Assigned task -> Give only the number of lines in these records that contain the word "linecap".

Material provided ->
****************************************

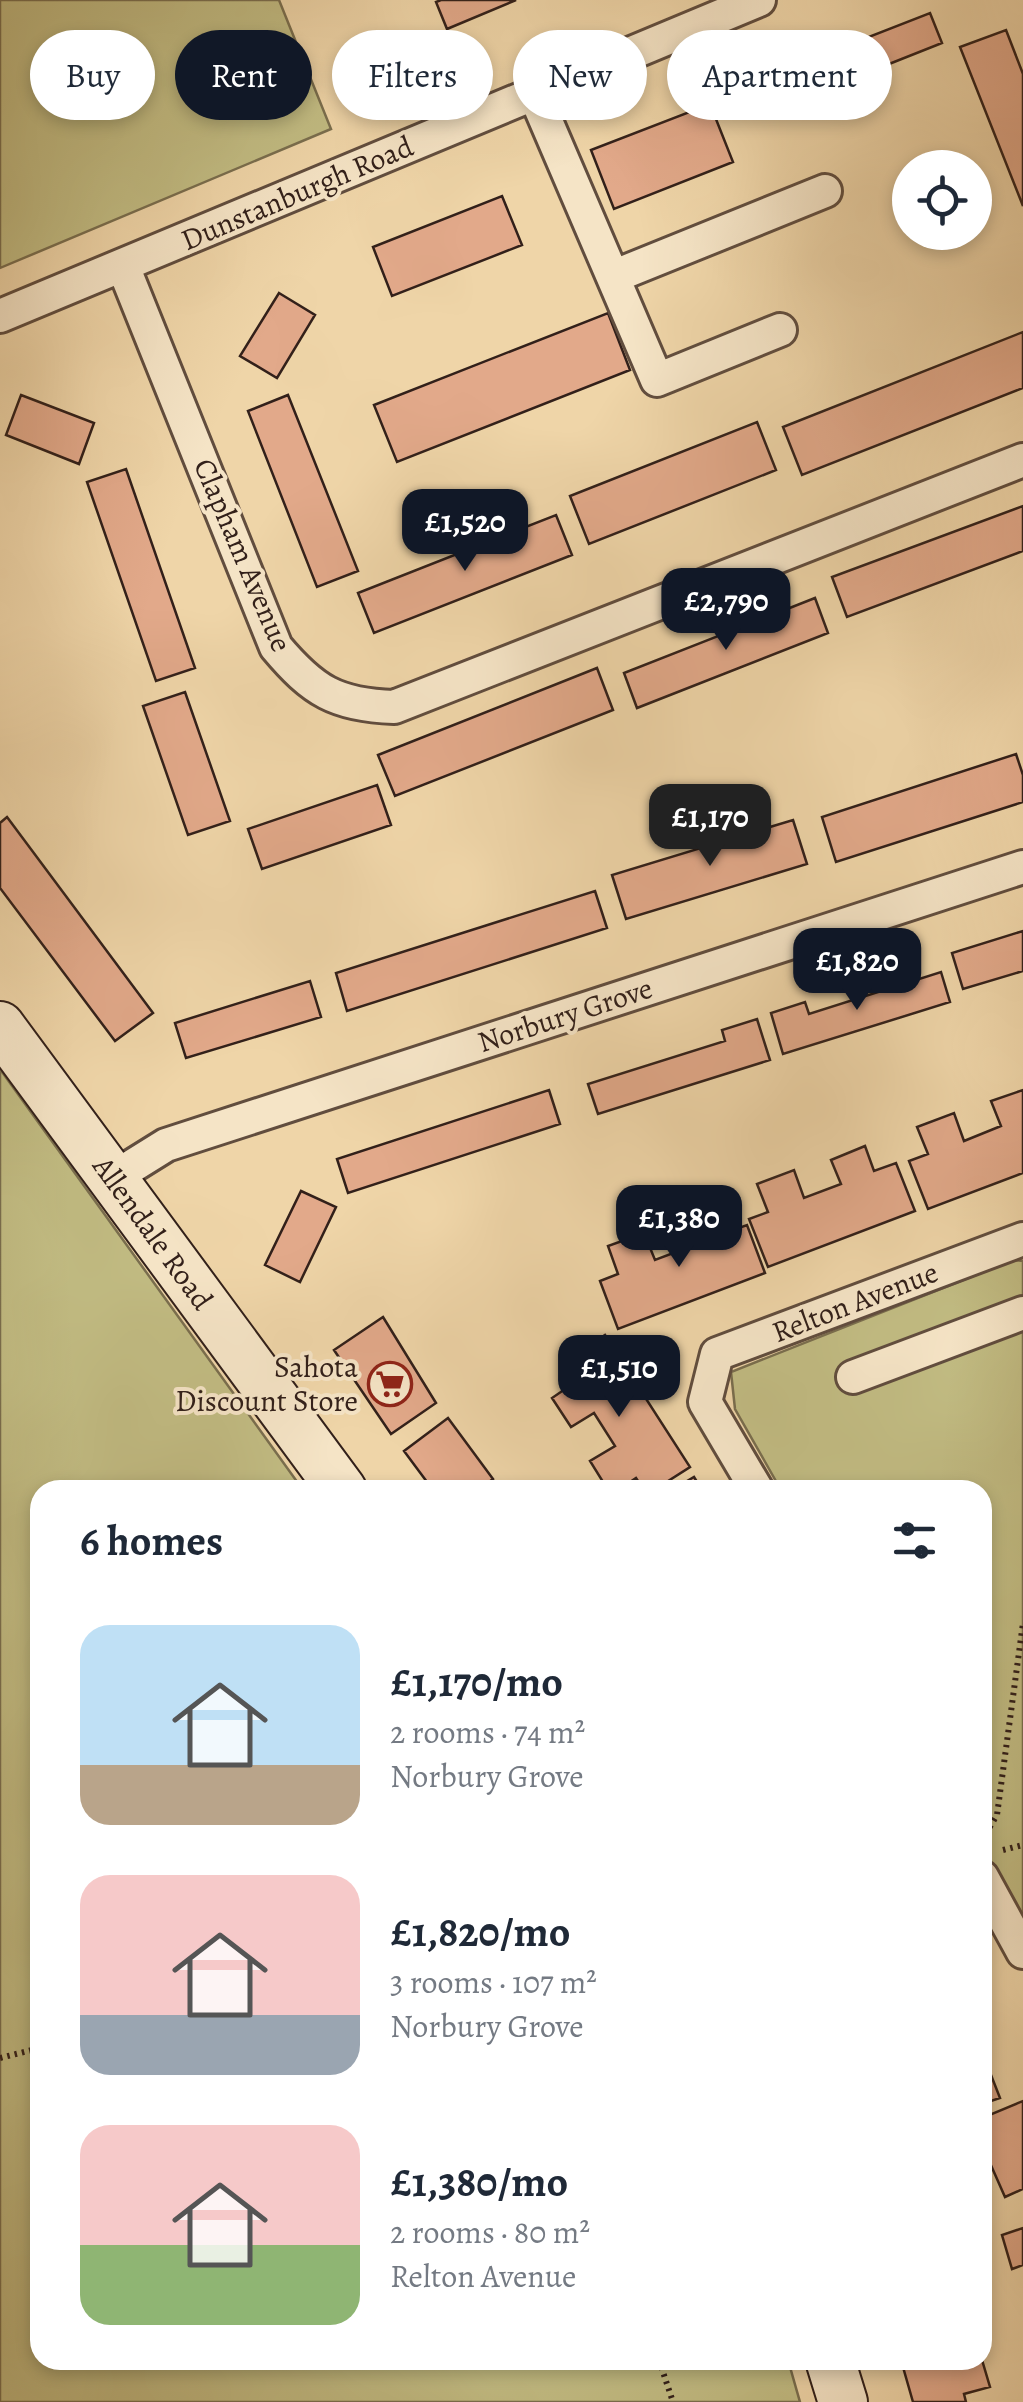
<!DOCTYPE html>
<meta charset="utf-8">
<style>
body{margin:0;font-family:Alegreya,serif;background:#f2f2f3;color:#1f2937;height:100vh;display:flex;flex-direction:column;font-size:38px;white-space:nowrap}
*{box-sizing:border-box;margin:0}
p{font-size:32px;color:#747a83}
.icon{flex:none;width:55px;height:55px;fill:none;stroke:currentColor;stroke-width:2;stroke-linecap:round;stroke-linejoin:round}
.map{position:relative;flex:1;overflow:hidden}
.panel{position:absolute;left:30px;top:1480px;width:962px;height:890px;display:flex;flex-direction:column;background:#fff;border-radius:30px;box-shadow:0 5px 15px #0003}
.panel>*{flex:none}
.top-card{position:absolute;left:30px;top:30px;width:965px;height:90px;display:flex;gap:20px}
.controls{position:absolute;left:892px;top:150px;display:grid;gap:20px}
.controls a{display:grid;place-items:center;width:100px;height:100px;border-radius:50%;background:#fff;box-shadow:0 5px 15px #0003;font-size:50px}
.price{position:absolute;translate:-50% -85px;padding:0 22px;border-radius:20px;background:#111827;color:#fff;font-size:32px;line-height:65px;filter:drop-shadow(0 2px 5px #0008)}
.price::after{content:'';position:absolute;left:50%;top:60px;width:30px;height:22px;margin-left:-15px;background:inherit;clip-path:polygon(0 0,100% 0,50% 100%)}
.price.active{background:#222;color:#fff}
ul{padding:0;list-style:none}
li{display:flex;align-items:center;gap:30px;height:250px;padding:0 50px}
li span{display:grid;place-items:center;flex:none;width:280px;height:200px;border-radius:30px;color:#555}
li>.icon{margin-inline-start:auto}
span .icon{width:120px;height:120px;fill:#fffc;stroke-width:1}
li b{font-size:42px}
h2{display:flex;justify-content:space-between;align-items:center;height:120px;padding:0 50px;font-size:42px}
.tag{padding:0 35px;border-radius:45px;background:#fff;box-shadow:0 5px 15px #0003;font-size:35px;line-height:90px}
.tag.active{background:#111827;color:#fff}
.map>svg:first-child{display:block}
.green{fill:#c1bb82;stroke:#7a6e4e;stroke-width:2.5}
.building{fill:#e2a98a;stroke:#32201a;stroke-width:2.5}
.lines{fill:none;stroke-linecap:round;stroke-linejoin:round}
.minor-casing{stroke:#614d3e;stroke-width:38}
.secondary-casing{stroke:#32201a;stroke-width:52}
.path{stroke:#32201a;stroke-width:6;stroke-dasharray:2.5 5;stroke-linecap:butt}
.minor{stroke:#f5e4c6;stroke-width:32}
.secondary{stroke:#f5e4c6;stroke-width:48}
.labels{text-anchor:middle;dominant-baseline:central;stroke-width:8;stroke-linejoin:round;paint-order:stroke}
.street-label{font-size:30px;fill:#32201a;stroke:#f5e4c6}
.poi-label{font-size:30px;fill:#32201a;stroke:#f5e4c6;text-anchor:end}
</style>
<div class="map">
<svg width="1023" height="2402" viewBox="0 0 1023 2402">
<rect width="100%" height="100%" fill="#efd5a8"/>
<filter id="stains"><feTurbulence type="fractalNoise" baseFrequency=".002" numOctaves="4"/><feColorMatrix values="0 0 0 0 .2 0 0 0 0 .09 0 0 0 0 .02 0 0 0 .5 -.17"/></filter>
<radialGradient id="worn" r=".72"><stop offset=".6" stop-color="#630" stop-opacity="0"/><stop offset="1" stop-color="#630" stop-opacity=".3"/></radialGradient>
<path class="green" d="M0,0H279L331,129L0,268Z
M0,1069L303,1490H40V2360H788L800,2402H0Z
M1014,1260L1023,1261V1924L983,1847L982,1490H781L735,1409L731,1372Z"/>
<path class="building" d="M441,0H516L447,29L436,2Z
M930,13L942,43L763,114L751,83Z
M1006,30L1023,74V206L960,47Z
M710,104L733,162L614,209L591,150Z
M502,196L522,245L392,296L373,247Z
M279,293L315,315L277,378L240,356Z
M608,313L630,370L397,462L374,405Z
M1023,332V388L802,475L783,427Z
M21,395L94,423L79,464L6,435Z
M288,395L358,571L317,587L248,411Z
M757,422L776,470L589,544L570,496Z
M126,469L195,668L156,681L87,482Z
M1023,506V551L847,617L832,577Z
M556,515L572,555L374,633L358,593Z
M815,598L828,633L637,708L624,673Z
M597,668L613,710L395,796L378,755Z
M185,692L230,821L188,835L143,706Z
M1016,754L1023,775V802L836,862L822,817Z
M377,785L391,825L262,869L248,829Z
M7,817L153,1013L115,1041L0,888V823Z
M793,820L807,864L626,919L612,875Z
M595,891L607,928L347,1011L336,973Z
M1023,931V971L963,989L952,953Z
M941,972L950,1002L783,1054L771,1013L805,1002L809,1014Z
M310,981L321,1017L186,1058L175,1023Z
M757,1019L770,1060L598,1114L588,1084L725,1041L722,1030Z
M549,1090L560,1124L348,1193L337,1159Z
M1023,1090V1173L928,1209L909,1161L928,1154L917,1127L954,1113L964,1141L1001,1126L991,1101Z
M865,1146L874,1171L896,1163L915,1211L768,1267L749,1219L768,1212L757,1184L794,1170L804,1198L841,1184L831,1160Z
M301,1191L336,1207L300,1282L265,1265Z
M715,1208L725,1233L747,1225L765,1273L618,1329L600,1281L618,1274L608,1246L644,1233L655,1260L692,1246L682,1221Z
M383,1317L436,1403L391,1434L334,1350Z
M605,1335L690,1467L654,1490H644L636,1478L618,1490H608L590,1461L615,1446L594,1413L571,1427L552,1398L574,1383L562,1363Z
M448,1418L493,1479L478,1490H433L404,1451Z
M694,1477L702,1490H672Z
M982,2052L1000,2098L982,2104Z
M1023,2101V2189L1005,2197L982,2145V2118Z
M1023,2228V2265L1012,2269L1002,2235Z
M901,2360H982L990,2387L964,2394L966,2402H913Z"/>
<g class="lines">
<defs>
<path id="minor" d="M534,93L657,380L780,330
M123,266L276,647C313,691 336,705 394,707L1023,460
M615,276L825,191
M0,316L759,0
M113,1178L166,1145L1023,867
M853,1377L1023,1313
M757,1490L705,1402L717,1354L1023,1239
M982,1877L1023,1952"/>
<path id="secondary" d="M0,1026L342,1490
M830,2360L843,2402"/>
</defs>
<use href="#minor" class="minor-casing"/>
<use href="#secondary" class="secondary-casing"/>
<path class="path" d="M982,1840L997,1815L1023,1623
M1003,1850L1023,1845
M0,2058L40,2048
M659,2360L673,2402"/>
<use href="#minor" class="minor"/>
<use href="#secondary" class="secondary"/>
</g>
<defs>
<symbol id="supermarket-ring" viewBox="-11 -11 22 22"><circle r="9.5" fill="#f5e4c6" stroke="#8f2418" stroke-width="1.5"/><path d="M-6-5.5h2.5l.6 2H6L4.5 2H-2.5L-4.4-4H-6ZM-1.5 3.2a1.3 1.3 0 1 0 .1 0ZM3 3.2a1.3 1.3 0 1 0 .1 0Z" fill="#8f2418"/></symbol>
</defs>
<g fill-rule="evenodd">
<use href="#supermarket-ring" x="365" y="1359" width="50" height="50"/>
</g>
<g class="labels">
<g class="street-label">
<text transform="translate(297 193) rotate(-23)">Dunstanburgh Road</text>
<text transform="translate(243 555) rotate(67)">Clapham Avenue</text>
<text transform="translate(565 1015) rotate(-18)">Norbury Grove</text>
<text transform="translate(153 1233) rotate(54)">Allendale Road</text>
<text transform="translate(855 1302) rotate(-21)">Relton Avenue</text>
</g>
<g class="poi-label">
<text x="358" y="1367">Sahota<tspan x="358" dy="34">Discount Store</tspan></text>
</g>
</g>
<rect width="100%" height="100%" filter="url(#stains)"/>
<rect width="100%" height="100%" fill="url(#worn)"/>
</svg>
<div class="controls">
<a><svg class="icon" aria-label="locate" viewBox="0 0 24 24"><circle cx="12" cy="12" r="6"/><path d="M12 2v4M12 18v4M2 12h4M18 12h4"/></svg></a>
</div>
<b class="price" style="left:465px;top:574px">£1,520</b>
<b class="price" style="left:726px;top:653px">£2,790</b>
<b class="price active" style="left:710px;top:869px">£1,170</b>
<b class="price" style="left:857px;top:1013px">£1,820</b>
<b class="price" style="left:679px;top:1270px">£1,380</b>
<b class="price" style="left:619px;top:1420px">£1,510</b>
<div class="top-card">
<a class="tag">Buy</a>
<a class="tag active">Rent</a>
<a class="tag">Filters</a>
<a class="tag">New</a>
<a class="tag">Apartment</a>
</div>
<section class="panel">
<h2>6 homes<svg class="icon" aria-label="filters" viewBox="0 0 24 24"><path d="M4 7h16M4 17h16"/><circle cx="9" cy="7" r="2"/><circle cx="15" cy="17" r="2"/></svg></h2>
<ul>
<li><span style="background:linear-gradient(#bfe0f5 70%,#b9a48a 0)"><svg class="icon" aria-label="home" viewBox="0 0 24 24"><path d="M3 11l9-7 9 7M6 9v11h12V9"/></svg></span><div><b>£1,170/mo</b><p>2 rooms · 74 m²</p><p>Norbury Grove</p></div></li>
<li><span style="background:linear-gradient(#f6c9c9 70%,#9aa5b1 0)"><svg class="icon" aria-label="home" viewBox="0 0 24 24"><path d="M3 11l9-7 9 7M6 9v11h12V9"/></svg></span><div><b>£1,820/mo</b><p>3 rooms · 107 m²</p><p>Norbury Grove</p></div></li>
<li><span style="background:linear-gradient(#f6c9c9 60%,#8fb573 0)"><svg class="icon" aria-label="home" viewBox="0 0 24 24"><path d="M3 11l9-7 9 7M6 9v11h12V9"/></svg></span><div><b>£1,380/mo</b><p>2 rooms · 80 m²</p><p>Relton Avenue</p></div></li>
</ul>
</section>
</div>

****************************************

Answer to this problem -> 3